__Exercise goal__: Wherever a line in the data holds the word "place", pull that line out.

__The data__:
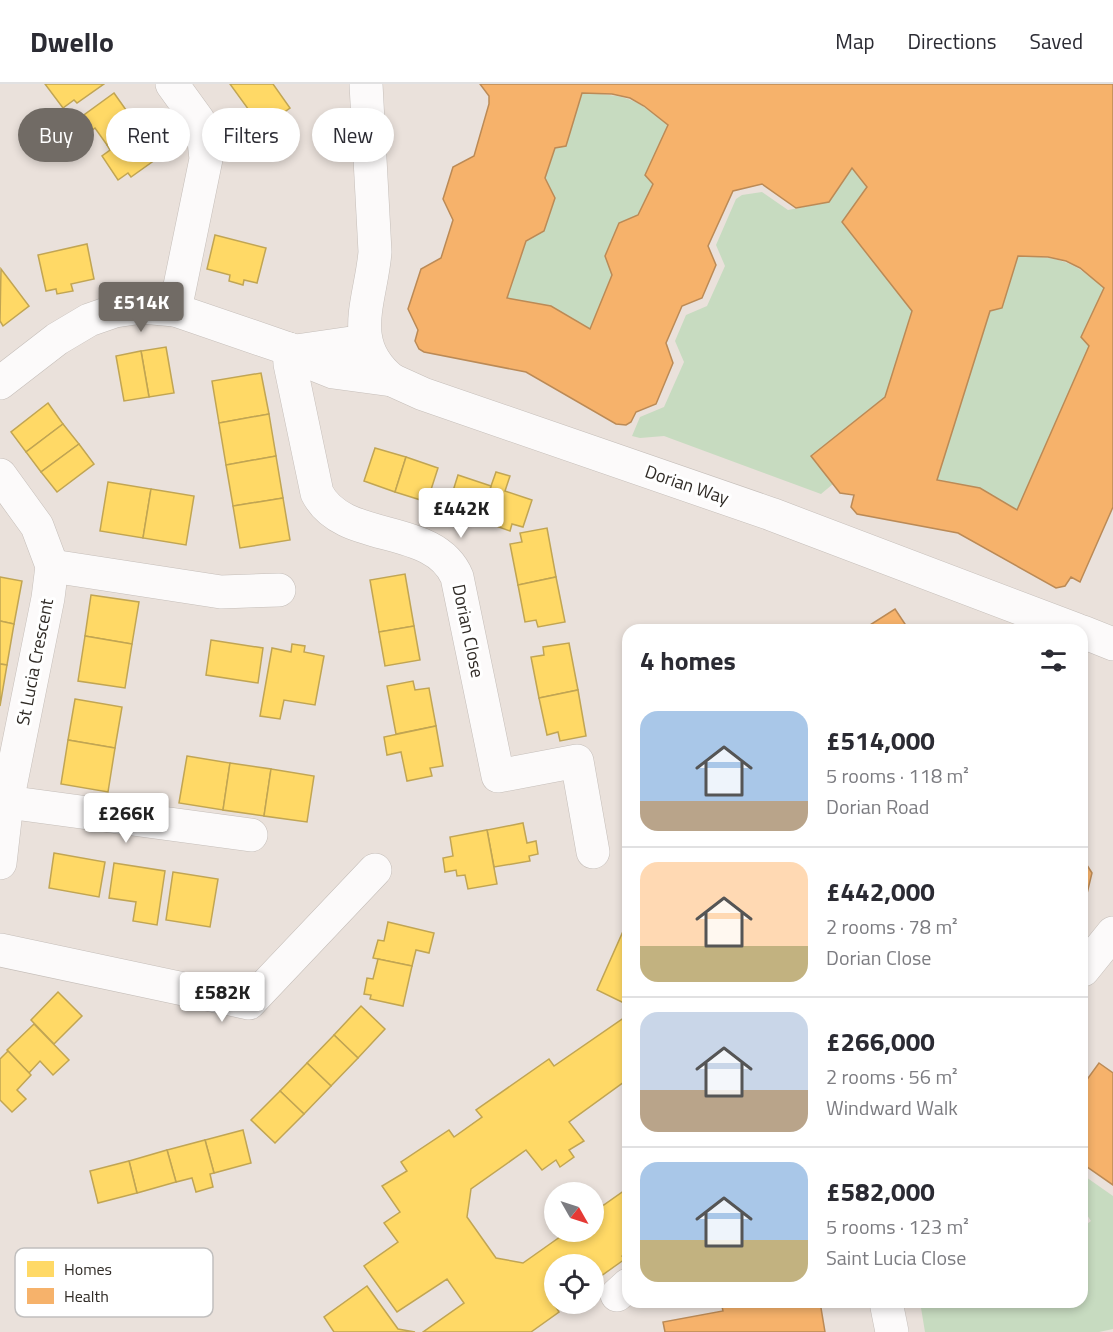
<!DOCTYPE html>
<html lang="en">
<head>
<meta charset="utf-8">
<style>
	:root { --surface:#fff; --page:#f2f2f3; --text:#2b2b33; --muted:#7c7c81; --line:#e1e1e2; --accent:#716b65 }
	body { margin:0; font-family:"Titillium Web",sans-serif; background:var(--page); color:var(--text); height:100vh; display:flex; flex-direction:column; font-size:22px; white-space:nowrap }
	* { box-sizing:border-box; margin:0 }
	p { font-size:20px; color:var(--muted) }
	.icon { flex:none; width:33px; height:33px; fill:none; stroke:currentColor; stroke-width:2; stroke-linecap:round; stroke-linejoin:round }
	.map { position:relative; flex:1; overflow:hidden }
	.details { position:absolute; left:622px; top:540px; width:466px; height:684px; display:flex; flex-direction:column; background:var(--surface); border-radius:18px; box-shadow:0 3px 9px #0003 }
	.details>* { flex:none }
	.top-card { position:absolute; left:18px; top:24px; width:514px; height:54px; display:flex; gap:12px }
	.needle { width:39px; rotate:129deg }
	.buttons { position:absolute; left:544px; top:1098px; display:grid; gap:12px }
	.buttons a { display:grid; place-items:center; width:60px; height:60px; border-radius:50%; background:var(--surface); box-shadow:0 3px 9px #0003; font-size:30px }
	.price { position:absolute; translate:-50% -51px; padding:0 14px; border-radius:6px; background:#fff; color:#222; font-size:20px; line-height:39px; filter:drop-shadow(0 2px 3px #0008) }
	.price::after { content:''; position:absolute; left:50%; top:36px; width:18px; height:14px; margin-left:-9px; background:inherit; clip-path:polygon(0 0,100% 0,50% 100%) }
	.price.on { background:var(--accent); color:#fff }
	ul { padding:0; list-style:none }
	li { display:flex; align-items:center; gap:18px; height:150px; padding:0 18px }
	li+li { border-top:2px solid var(--line) }
	li span { display:grid; place-items:center; flex:none; width:168px; height:120px; border-radius:18px; color:#555 }
	li>.icon { margin-inline-start:auto }
	span .icon { width:72px; height:72px; fill:#fffc; stroke-width:1 }
	li b { font-size:26px }
	h2 { display:flex; justify-content:space-between; align-items:center; height:72px; padding:0 18px; font-size:26px }
	.chip { padding:0 21px; border-radius:27px; background:var(--surface); box-shadow:0 3px 9px #0003; font-size:21px; line-height:54px }
	.chip.on { background:var(--accent); color:#fff }
	header { display:flex; align-items:center; gap:36px; box-sizing:border-box; height:84px; padding:0 30px; background:var(--surface); border-bottom:2px solid var(--line) }
	header strong { font-size:28px }
	nav { display:flex; gap:33px; margin-inline-start:auto; font-size:21px }
	.map>svg:first-child { display:block }
	.green { fill:#c7dbc0 }
	.homes { fill:#ffd966; stroke:#c1a553; stroke-width:1.5 }
	.health { fill:#f6b26b; stroke:#bb8a56; stroke-width:1.5; fill-rule:evenodd }
	.lines { fill:none; stroke-linecap:round; stroke-linejoin:round }
	.minor-casing { stroke:#c5beb9; stroke-width:34 }
	.minor { stroke:#fcfafa; stroke-width:33 }
	.labels { text-anchor:middle; stroke-width:6; stroke-linejoin:round; paint-order:stroke }
	.street-label { font-size:18px; fill:#302b26; stroke:#fff }
	.key { fill:#fff; stroke:#c1bfbe; stroke-width:1.5 }
	.key-label { font-size:16px; fill:#302b26 }
</style>
</head>
<body>
<header>
<strong>Dwello</strong>
<nav><a>Map</a><a>Directions</a><a>Saved</a></nav>
</header>
<div class="map">
<svg width="1113" height="1248" viewBox="0 0 1113 1248">
	<rect width="100%" height="100%" fill="#eae1db"/>
	<g class="green">
		<path d="M582,9c44,2 52,4 86,32l-23,50 8,9 -15,31 -19,8 -14,33 7,19 -22,54 -83,-31 19,-57 18,-10 11,-33 -10,-20 10,-30z"/>
		<path d="M852,84l15,19 -25,35 70,89 -27,86 -74,59 22,28 -12,10 -157,-58 -24,2 -8,-2 8,-19 24,-10 20,-45 -9,-21 11,-26 21,-9 18,-40 -9,-21 20,-46 6,-4 20,-3 26,18 41,-8z"/>
		<path d="M1018,172c43,1 53,4 86,32l-23,49 8,9 -72,164 -80,-30 53,-169z"/>
		<path d="M1083,1091l30,21v133l-14,3h-174l-5,-30 61,2 2,-2h100v-75l8,-6 -8,-12z"/>
	</g>
	<g class="homes">
		<path d="M45,0h59l-27,19 -3,-3 -11,8z"/>
		<path d="M230,0h43l17,24 -28,20z"/>
		<path d="M114,9l22,31 -29,21 -12,-17 -8,6 -10,-14z"/>
		<path d="M136,40l23,33 -28,20 -3,-4 -10,7 -16,-24 8,-6 -3,-5z"/>
		<path d="M215,151l51,13 -9,35 -13,-3 -1,5 -14,-4 1,-6 -23,-6z"/>
		<path d="M87,160l7,35 -23,5 2,7 -16,3 -1,-5 -10,2 -8,-36z"/>
		<path d="M1,185l28,37 -26,20 -3,-5z"/>
		<path d="M166,263l8,46 -25,4 -8,-46z"/>
		<path d="M141,267l8,46 -25,4 -8,-45z"/>
		<path d="M261,289l8,41 -50,9 -7,-42z"/>
		<path d="M48,319l15,21 -37,28 -15,-20z"/>
		<path d="M269,330l7,42 -50,9 -7,-42z"/>
		<path d="M63,340l16,20 -38,28 -15,-20z"/>
		<path d="M79,360l15,20 -37,28 -16,-20z"/>
		<path d="M375,364l31,9 -11,35 -31,-11z"/>
		<path d="M276,372l7,42 -50,8 -7,-41z"/>
		<path d="M406,373l32,11 -11,34 -32,-10z"/>
		<path d="M496,388l14,4 -5,15 27,9 -9,27 -11,-3 -2,7 -31,-11z"/>
		<path d="M458,391l33,11 -12,34 -32,-10z"/>
		<path d="M108,398l43,7 -8,49 -43,-7z"/>
		<path d="M151,405l43,7 -8,49 -43,-7z"/>
		<path d="M283,414l7,42 -50,8 -7,-42z"/>
		<path d="M547,444l9,49 -38,8 -8,-41 12,-2 -2,-9z"/>
		<path d="M405,490l9,52 -35,6 -9,-52z"/>
		<path d="M0,493l22,4 -8,43 -14,-3z"/>
		<path d="M556,493l9,45 -27,5 -2,-7 -11,2 -7,-37z"/>
		<path d="M91,511l48,7 -7,42 -47,-8z"/>
		<path d="M0,537l14,3 -7,41 -7,-1z"/>
		<path d="M414,542l6,34 -35,6 -6,-34z"/>
		<path d="M85,552l47,8 -7,44 -47,-7z"/>
		<path d="M211,556l52,8 -5,35 -52,-8z"/>
		<path d="M569,559l9,47 -39,8 -8,-41 13,-2 -1,-8z"/>
		<path d="M292,560l13,2 -1,6 20,4 -9,49 -31,-5 -4,19 -20,-3 12,-68 19,4z"/>
		<path d="M0,580l7,1 -7,41z"/>
		<path d="M413,597l2,9 14,-2 7,38 -40,8 -9,-48z"/>
		<path d="M578,606l8,46 -26,5 -2,-9 -11,3 -8,-37z"/>
		<path d="M75,615l47,8 -7,41 -47,-8z"/>
		<path d="M436,642l7,40 -13,2 2,8 -25,5 -6,-29 -14,3 -3,-18z"/>
		<path d="M68,656l47,8 -7,44 -47,-8z"/>
		<path d="M187,672l43,7 -7,47 -44,-7z"/>
		<path d="M230,679l41,6 -7,47 -41,-6z"/>
		<path d="M271,685l43,7 -7,46 -43,-6z"/>
		<path d="M523,739l4,20 9,-2 2,13 -9,2 1,5 -36,6 -7,-37z"/>
		<path d="M487,746l10,54 -29,5 -3,-14 -8,1 -1,-6 -11,2 -2,-14 10,-2 -3,-19z"/>
		<path d="M54,769l51,9 -6,35 -50,-9z"/>
		<path d="M114,779l51,8 -8,54 -24,-4 3,-19 -27,-4z"/>
		<path d="M173,788l45,7 -8,48 -44,-7z"/>
		<path d="M623,810h5v111l-31,-15 27,-61z"/>
		<path d="M388,838l46,11 -5,20 -13,-3 -4,16 -39,-8 5,-18 6,1z"/>
		<path d="M378,875l34,7 -9,40 -33,-7 1,-4 -7,-1 3,-16 6,1z"/>
		<path d="M58,908l24,24 -28,28 -23,-24z"/>
		<path d="M361,922l24,23 -27,29 -24,-23z"/>
		<path d="M628,931v64l-59,43 15,19 -15,9 5,7 -14,10 -4,-7 -14,10 -16,-20 -55,39 -4,28 29,41 27,5 44,-31h27v-20l34,-24v64l-6,4 3,3 -31,22v-17h-39l-1,40 5,8 -28,20h-108l41,-29 -17,-24 -50,33 -33,-46 34,-24 -14,-19 16,-11 -18,-26 25,-15 -6,-9 48,-32 5,7 28,-20 -6,-7 73,-51 5,7z"/>
		<path d="M34,940l35,36 -16,15 -13,-14 -11,12 -22,-23z"/>
		<path d="M334,951l24,23 -27,28 -24,-23z"/>
		<path d="M8,967l23,24 -14,15 9,9 -14,13 -12,-12v-41z"/>
		<path d="M307,979l24,23 -27,28 -24,-23z"/>
		<path d="M280,1007l24,23 -29,29 -24,-23z"/>
		<path d="M243,1046l8,33 -37,10 -9,-33z"/>
		<path d="M205,1056l9,33 -4,1 3,13 -17,5 -4,-14 -16,4 -9,-32z"/>
		<path d="M167,1066l9,32 -39,11 -8,-32z"/>
		<path d="M129,1077l8,32 -39,10 -8,-32z"/>
		<path d="M367,1202l31,43 17,3h-81l-10,-15z"/>
	</g>
	<g class="health">
		<path d="M480,0h633v423l-33,75 -9,-5 -6,9 -9,2 -98,-55 -101,-19 -6,-7 3,-12 -14,-2 -29,-37 74,-59 27,-86 -70,-89 25,-35 -15,-19 -23,34 -33,6 -34,-24 -29,7 -25,55 8,19 -14,33 -20,8 -16,37 7,20 -17,41 -20,8 -5,10 -5,3 -10,-1 -90,-52 -102,-20 -5,-3 -4,-8 3,-11 -10,-21 13,-40 20,-11 12,-38 -10,-21 10,-32 21,-11 15,-52v-8zM582,9l30,1 18,4 14,8 24,19 -23,50 8,9 -15,31 -19,8 -14,33 7,19 -22,54 -39,-23 -44,-8 19,-57 18,-10 11,-33 -10,-20 10,-30 11,-2zM1018,172l30,1 18,4 14,7 24,20 -23,49 8,9 -72,164 -37,-22 -43,-8 53,-169 12,-3z"/>
		<path d="M895,525l14,21h-47z"/>
		<path d="M1083,775l9,14 -9,37z"/>
		<path d="M1099,979l14,10v112l-30,-21v-79z"/>
		<path d="M721,1218h99l5,30h-160l-2,-10 60,-11z"/>
	</g>
	<g class="lines">
		<g class="minor-casing">
			<g id="minor">
				<path d="M172,0l26,36 6,21 2,18 -31,151"/>
				<path d="M366,0l9,168c-4,49 -29,91 17,128"/>
				<path d="M289,265l1,15 27,129c26,52 117,29 140,84l41,199 79,-15 16,91"/>
				<path d="M296,267l69,-10"/>
				<path d="M0,299l57,-44 32,-19 26,-9 27,-4 33,3 114,39 24,15 20,8 59,8 31,14 348,120 306,116"/>
				<path d="M0,391l37,51 15,40 -4,32 -41,204 -7,61"/>
				<path d="M52,482l169,26 58,-2"/>
				<path d="M1083,548l30,12"/>
				<path d="M7,718l244,33"/>
				<path d="M0,866l249,53 126,-133"/>
				<path d="M1083,886l30,-37"/>
				<path d="M617,1211l11,-10"/>
				<path d="M886,1218l6,30"/>
			</g>
		</g>
		<use href="#minor" class="minor"/>
	</g>
	<g class="labels">
		<g class="street-label">
			<text transform="translate(687 401) rotate(19)" y="6">Dorian Way</text>
			<text transform="translate(468 547) rotate(78)" y="6">Dorian Close</text>
			<text transform="translate(35 578) rotate(-79)" y="6">St Lucia Crescent</text>
		</g>
	</g>
	<rect x="15" y="1164" width="198" height="69" rx="9" class="key"/>
	<rect x="27" y="1177" width="27" height="16" fill="#ffd966"/>
	<rect x="27" y="1204" width="27" height="16" fill="#f6b26b"/>
	<g class="key-label">
		<text x="64" y="1191">Homes</text>
		<text x="64" y="1218">Health</text>
	</g>
</svg>
<div class="buttons">
<a><svg class="needle" viewBox="-14 -14 28 28"><path d="M0-13l5 13h-10z" fill="#e53935"/><path d="M0 13l5-13h-10z" fill="#7c7c81"/></svg></a>
<a><svg class="icon" aria-label="locate" viewBox="0 0 24 24"><circle cx="12" cy="12" r="6"/><path d="M12 2v4M12 18v4M2 12h4M18 12h4"/></svg></a>
</div>
<b class="price on" style="left:141px;top:249px">£514K</b>
<b class="price" style="left:461px;top:455px">£442K</b>
<b class="price" style="left:126px;top:760px">£266K</b>
<b class="price" style="left:222px;top:939px">£582K</b>
<div class="top-card">
<a class="chip on">Buy</a>
<a class="chip">Rent</a>
<a class="chip">Filters</a>
<a class="chip">New</a>
</div>
<section class="details">
<h2>4 homes<svg class="icon" aria-label="filters" viewBox="0 0 24 24"><path d="M4 7h16M4 17h16"/><circle cx="9" cy="7" r="2"/><circle cx="15" cy="17" r="2"/></svg></h2>
<ul>
<li><span style="background:linear-gradient(#a9c7e8 75%,#b9a48a 0)"><svg class="icon" aria-label="home" viewBox="0 0 24 24"><path d="M3 11l9-7 9 7M6 9v11h12V9"/></svg></span><div><b>£514,000</b><p>5 rooms · 118 m²</p><p>Dorian Road</p></div></li>
<li><span style="background:linear-gradient(#ffd9b3 70%,#c2b280 0)"><svg class="icon" aria-label="home" viewBox="0 0 24 24"><path d="M3 11l9-7 9 7M6 9v11h12V9"/></svg></span><div><b>£442,000</b><p>2 rooms · 78 m²</p><p>Dorian Close</p></div></li>
<li><span style="background:linear-gradient(#c9d6e8 65%,#b9a48a 0)"><svg class="icon" aria-label="home" viewBox="0 0 24 24"><path d="M3 11l9-7 9 7M6 9v11h12V9"/></svg></span><div><b>£266,000</b><p>2 rooms · 56 m²</p><p>Windward Walk</p></div></li>
<li><span style="background:linear-gradient(#a9c7e8 65%,#c2b280 0)"><svg class="icon" aria-label="home" viewBox="0 0 24 24"><path d="M3 11l9-7 9 7M6 9v11h12V9"/></svg></span><div><b>£582,000</b><p>5 rooms · 123 m²</p><p>Saint Lucia Close</p></div></li>
</ul>
</section>
</div>
</body>
</html>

__Solution for this task__:
	.buttons a { display:grid; place-items:center; width:60px; height:60px; border-radius:50%; background:var(--surface); box-shadow:0 3px 9px #0003; font-size:30px }
	li span { display:grid; place-items:center; flex:none; width:168px; height:120px; border-radius:18px; color:#555 }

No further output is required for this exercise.